(Data for processing begins)

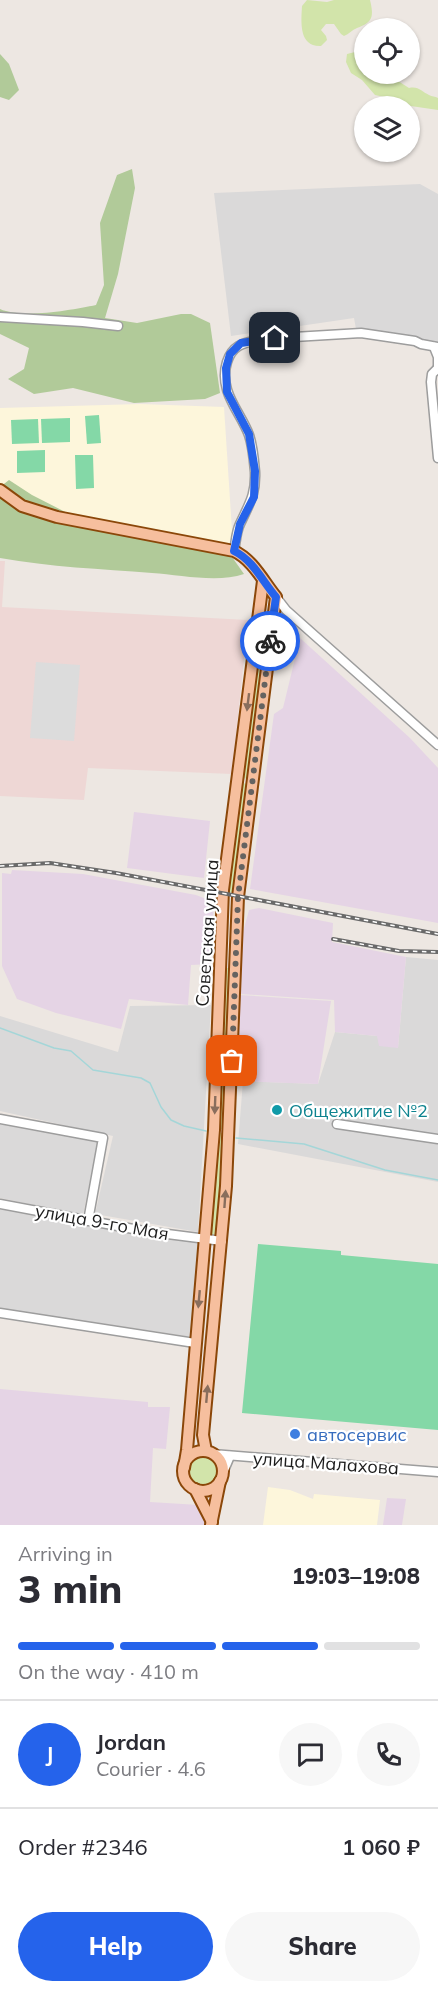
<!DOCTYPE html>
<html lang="en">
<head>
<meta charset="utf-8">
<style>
	body { margin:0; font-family:Mulish,sans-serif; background:#f7f7f7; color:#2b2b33; height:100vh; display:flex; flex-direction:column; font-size:22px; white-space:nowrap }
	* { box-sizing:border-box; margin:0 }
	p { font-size:20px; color:#7c7c81 }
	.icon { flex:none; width:33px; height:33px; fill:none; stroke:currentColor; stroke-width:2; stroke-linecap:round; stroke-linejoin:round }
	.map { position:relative; height:1525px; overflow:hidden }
	.details { display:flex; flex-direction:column; background:#fff; flex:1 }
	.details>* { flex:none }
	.fabs { position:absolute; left:354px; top:18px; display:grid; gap:12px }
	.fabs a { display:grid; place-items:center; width:66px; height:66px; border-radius:50%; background:#fff; box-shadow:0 2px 4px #0004; font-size:30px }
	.pin { position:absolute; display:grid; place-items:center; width:51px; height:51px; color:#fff; margin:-26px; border-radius:12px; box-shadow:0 3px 9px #0006 }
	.courier { position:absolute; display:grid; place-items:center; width:60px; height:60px; margin:-30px; border:4px solid #2563eb; border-radius:50%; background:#fff; color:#222; box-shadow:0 2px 8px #0007 }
	.head em { font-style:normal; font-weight:800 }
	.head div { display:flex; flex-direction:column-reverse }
	.head { display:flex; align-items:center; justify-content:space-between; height:102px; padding:0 18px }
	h1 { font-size:39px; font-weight:800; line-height:45px }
	.bar { display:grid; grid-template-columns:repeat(4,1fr); gap:9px 6px; align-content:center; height:72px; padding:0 18px }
	.bar i { height:8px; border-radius:4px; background:#e1e1e2 }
	.bar .active { background:#2563eb }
	.bar p { grid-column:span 4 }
	.line { display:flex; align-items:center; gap:15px; padding:0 18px; border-top:2px solid #e1e1e2 }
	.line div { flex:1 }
	.round { display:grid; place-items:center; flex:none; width:63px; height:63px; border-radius:32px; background:#f7f7f7 }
	.primary-button { display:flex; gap:12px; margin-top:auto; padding:12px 18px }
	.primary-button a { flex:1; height:69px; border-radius:36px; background:#2563eb; color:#fff; font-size:24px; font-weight:800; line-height:69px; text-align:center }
	.primary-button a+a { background:#f7f7f7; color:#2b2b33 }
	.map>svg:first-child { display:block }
	.residential { fill:#dad9d9 }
	.industrial { fill:#e5d4e5 }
	.education { fill:#fdf6db }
	.military { fill:#eed7d5 }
	.grass { fill:#d2e4aa }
	.forest { fill:#b1ca99 }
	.pitch { fill:#84d8a7 }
	.parking { fill:#dcdcdc }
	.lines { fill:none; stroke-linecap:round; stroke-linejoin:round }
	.stream { stroke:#a4d6d8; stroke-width:1.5 }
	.minor-casing { stroke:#9d9d9d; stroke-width:11 }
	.major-casing { stroke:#8b4709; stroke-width:14 }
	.minor { stroke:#fff; stroke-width:8 }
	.major { stroke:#f6bf9e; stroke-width:10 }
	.rail-casing { stroke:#6a6a6a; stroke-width:4 }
	.rail { stroke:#fff; stroke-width:1.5; stroke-dasharray:4.5; stroke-linecap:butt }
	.oneway { fill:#896e5d }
	.done { stroke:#656361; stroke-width:6; stroke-dasharray:0 10.8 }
	.route { stroke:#2563eb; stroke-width:8 }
	.culture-dot { fill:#0f9aa8; stroke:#fff; stroke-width:2 }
	.shop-dot { fill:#3f7fe0; stroke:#fff; stroke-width:2 }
	.labels { text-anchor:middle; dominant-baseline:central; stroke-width:4.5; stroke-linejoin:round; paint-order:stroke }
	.street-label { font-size:18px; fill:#1c1c1c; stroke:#fff }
	.culture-label { font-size:18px; fill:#0d838f; stroke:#fff; text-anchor:start }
	.shop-label { font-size:18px; fill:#366cbe; stroke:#fff; text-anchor:start }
</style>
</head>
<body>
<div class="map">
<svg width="438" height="1525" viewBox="0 0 438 1525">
	<rect width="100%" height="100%" fill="#ede7e2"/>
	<!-- residential -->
	<g class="residential">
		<polygon points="420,184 438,194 438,348 414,336 356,329 354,318 231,336 214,193"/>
		<polygon points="406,957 438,960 438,1182 238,1144 243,1081 318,1084 335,1032 377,1036 398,1048"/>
		<polygon points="211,1005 198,1232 95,1214 113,1136 0,1111 0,1016 118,1052 130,1006"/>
		<polygon points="0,1124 98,1141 83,1215 0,1198"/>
		<polygon points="0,1209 201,1243 192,1337 0,1308"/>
	</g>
	<!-- industrial -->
	<g class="industrial">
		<polygon points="300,638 410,738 438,768 438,923 250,889 274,714 283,708"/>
		<polygon points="134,812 210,821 204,878 127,868"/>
		<polygon points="12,870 83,874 196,895 214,902 211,942 216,942 216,955 211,954 211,964 191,965 188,1005 129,999 121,1029 56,1013 17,999 2,966 2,873 11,874"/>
		<polygon points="259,908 333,923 332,942 406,957 398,1048 379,1046 377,1036 335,1032 334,1000 241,994 242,936 249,910"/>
		<polygon points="239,995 331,1001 318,1084 236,1081"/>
		<polygon points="0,1389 148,1402 148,1407 170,1407 166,1449 153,1448 150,1502 199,1505 207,1519 206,1525 0,1525"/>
		<polygon points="387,1498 406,1499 402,1525 383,1525"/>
	</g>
	<!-- education -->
	<g class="education">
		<polygon points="140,404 224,407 233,546 61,515 30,505 0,484 0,408"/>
		<polygon points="268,1487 290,1490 313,1499 314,1494 380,1500 377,1525 263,1525"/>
	</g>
	<!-- military -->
	<polygon class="military" points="0,561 5,561 2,607 248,620 232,774 88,768 84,800 0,796"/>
	<!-- grass -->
	<g class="grass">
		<path d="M307,0L327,2L334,0H370C374,17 373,22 357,28C352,30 349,34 344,36L341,34L334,24H326L321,30L326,36L327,40L321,46C299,47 301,23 302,6Z"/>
		<path d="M364,46V74H387L409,88C419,86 422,92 429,95C432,97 435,96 438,98V110L404,105L394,99L375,95L362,80L351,73L346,62L347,54L359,51Z"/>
		<polygon points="261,621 270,621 249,779 241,778"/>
		<polygon points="240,783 249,784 235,893 227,892"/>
		<polygon points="223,968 232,968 227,1129 216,1129"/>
		<polygon points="216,1132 227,1134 219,1238 207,1237"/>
		<circle cx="203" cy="1470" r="15"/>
	</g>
	<!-- forest -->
	<g class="forest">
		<polygon points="0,54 9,64 19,90 9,100 0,97"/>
		<path d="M132,169L135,188L118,274L105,318L137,323L181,314H191L210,323L220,393L205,399L134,403L73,388L34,394L8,379L24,369L29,348L0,334V309C22,319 72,310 96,305L104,285L100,223L117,175Z"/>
		<path d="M9,480L32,495L81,520L220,546L232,557L244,574C218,583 180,575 152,573C101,569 50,567 0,558V487Z"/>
	</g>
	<!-- pitch -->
	<g class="pitch">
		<polygon points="99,415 101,443 87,444 85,416"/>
		<polygon points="70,418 70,442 42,443 41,419"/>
		<polygon points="38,419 39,443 12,444 11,420"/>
		<polygon points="45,450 45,472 17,473 17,451"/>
		<polygon points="75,455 93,455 94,488 76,489"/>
		<polygon points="258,1244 341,1251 341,1255 438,1264 438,1430 242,1413"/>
	</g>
	<!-- parking -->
	<polygon class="parking" points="36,662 80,665 74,741 30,738"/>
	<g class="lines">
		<!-- stream -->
		<g class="stream">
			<polyline points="0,1028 54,1048 71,1051 93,1070 141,1078 150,1083 161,1107 171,1120 184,1126 206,1131"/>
			<polyline points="236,1138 304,1144 385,1170 438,1180"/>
		</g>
		<!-- minor casing -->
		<g class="minor-casing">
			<g id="minor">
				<polyline points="0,317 83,322 118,326"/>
				<polyline points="434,347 438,357 438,368"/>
				<polyline points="438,368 432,374 431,382 438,458"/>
				<path d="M234,551C236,542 236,532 240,524C249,504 256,495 255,472C254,460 253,447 249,435C240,411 218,391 227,362C232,346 242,343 258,340C270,339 282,335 294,337L361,333L415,341L421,344L438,347"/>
				<polyline points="276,597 286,610 438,745"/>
				<polyline points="0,1119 103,1138 88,1221"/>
				<polyline points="337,1124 438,1139"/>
				<polyline points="0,1204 144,1231 222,1241"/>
				<polyline points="0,1313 195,1343"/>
				<polyline points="213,1454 438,1472"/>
				<polyline points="222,1475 230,1456"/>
			</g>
		</g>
		<!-- major casing -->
		<g class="major-casing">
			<g id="major">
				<path d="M0,490L22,506L57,517L234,551C253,560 263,581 276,597L238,897L226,1186L203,1435L206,1451"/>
				<circle cx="203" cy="1471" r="20"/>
				<polyline points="184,1468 187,1450 214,1130 223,890 263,581"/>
				<polyline points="195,1489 212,1522"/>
				<polyline points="211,1525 220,1481"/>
			</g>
		</g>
		<!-- minor -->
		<use href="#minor" class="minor"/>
		<!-- major -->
		<use href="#major" class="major"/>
		<!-- rail casing -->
		<g class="rail-casing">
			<g id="rail">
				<polyline points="0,866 50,863 116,873 438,934"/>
				<polyline points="333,939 399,951 438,952"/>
			</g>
		</g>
		<!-- rail -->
		<use href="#rail" class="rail"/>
	</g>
	<!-- one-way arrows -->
	<defs><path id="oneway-solid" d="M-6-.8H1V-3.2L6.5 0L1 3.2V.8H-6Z" transform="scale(1.5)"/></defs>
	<g class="oneway">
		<use href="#oneway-solid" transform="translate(248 702) rotate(97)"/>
		<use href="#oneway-solid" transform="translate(215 1105) rotate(92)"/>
		<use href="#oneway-solid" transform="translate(225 1199) rotate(-86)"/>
		<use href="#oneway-solid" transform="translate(199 1299) rotate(95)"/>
		<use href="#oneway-solid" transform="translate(207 1394) rotate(-85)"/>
	</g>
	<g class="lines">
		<!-- done -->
		<polyline class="done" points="232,1061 238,897 270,641"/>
		<!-- route -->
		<path class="route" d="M270,641L276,597C263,582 253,560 234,551L240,524L254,497L255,471L249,434L227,392L226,368L230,354L241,343L275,338"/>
	</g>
	<!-- markers -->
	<circle class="culture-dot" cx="277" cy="1110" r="6"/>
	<circle class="shop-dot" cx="295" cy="1434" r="6"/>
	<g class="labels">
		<!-- street labels -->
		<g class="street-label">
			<text transform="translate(207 933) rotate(-86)">Советская улица</text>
			<text transform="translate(102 1222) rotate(10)">улица 9-го Мая</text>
			<text transform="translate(326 1463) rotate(4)">улица Малахова</text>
		</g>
		<!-- culture labels -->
		<g class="culture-label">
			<text x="289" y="1110">Общежитие №2</text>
		</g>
		<!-- shop labels -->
		<g class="shop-label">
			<text x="307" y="1434">автосервис</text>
		</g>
	</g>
</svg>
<div class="fabs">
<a><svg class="icon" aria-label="locate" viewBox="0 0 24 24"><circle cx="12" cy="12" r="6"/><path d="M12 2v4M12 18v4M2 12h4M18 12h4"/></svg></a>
<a><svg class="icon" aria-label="layers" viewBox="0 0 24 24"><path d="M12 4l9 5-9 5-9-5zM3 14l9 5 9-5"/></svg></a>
</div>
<div class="pin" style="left:232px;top:1061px;background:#ea580c"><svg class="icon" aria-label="bag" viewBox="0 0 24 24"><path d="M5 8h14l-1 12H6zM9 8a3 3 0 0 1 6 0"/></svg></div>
<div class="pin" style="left:275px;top:338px;background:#1f2937"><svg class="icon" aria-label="home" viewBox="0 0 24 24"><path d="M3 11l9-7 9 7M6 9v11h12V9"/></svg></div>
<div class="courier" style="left:270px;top:641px"><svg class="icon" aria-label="bike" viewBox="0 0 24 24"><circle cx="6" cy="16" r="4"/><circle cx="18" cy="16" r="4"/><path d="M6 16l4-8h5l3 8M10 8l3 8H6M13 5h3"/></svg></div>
</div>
<section class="details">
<div class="head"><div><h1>3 min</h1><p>Arriving in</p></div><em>19:03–19:08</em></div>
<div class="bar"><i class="active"></i><i class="active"></i><i class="active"></i><i></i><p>On the way · 410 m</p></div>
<div class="line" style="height:108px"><b class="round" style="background:#2563eb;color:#fff">J</b><div><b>Jordan</b><p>Courier · 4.6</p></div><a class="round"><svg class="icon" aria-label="chat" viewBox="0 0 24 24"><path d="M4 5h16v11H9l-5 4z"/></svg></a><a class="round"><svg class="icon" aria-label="phone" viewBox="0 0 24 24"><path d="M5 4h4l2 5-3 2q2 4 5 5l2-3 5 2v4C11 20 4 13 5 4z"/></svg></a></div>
<div class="line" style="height:78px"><div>Order #2346</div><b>1 060 ₽</b></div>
<div class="primary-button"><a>Help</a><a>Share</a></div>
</section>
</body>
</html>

(Data for processing ends)

Assigned task.
Show the lines above with "fabs".

Output for this exercise.
	.fabs { position:absolute; left:354px; top:18px; display:grid; gap:12px }
	.fabs a { display:grid; place-items:center; width:66px; height:66px; border-radius:50%; background:#fff; box-shadow:0 2px 4px #0004; font-size:30px }
<div class="fabs">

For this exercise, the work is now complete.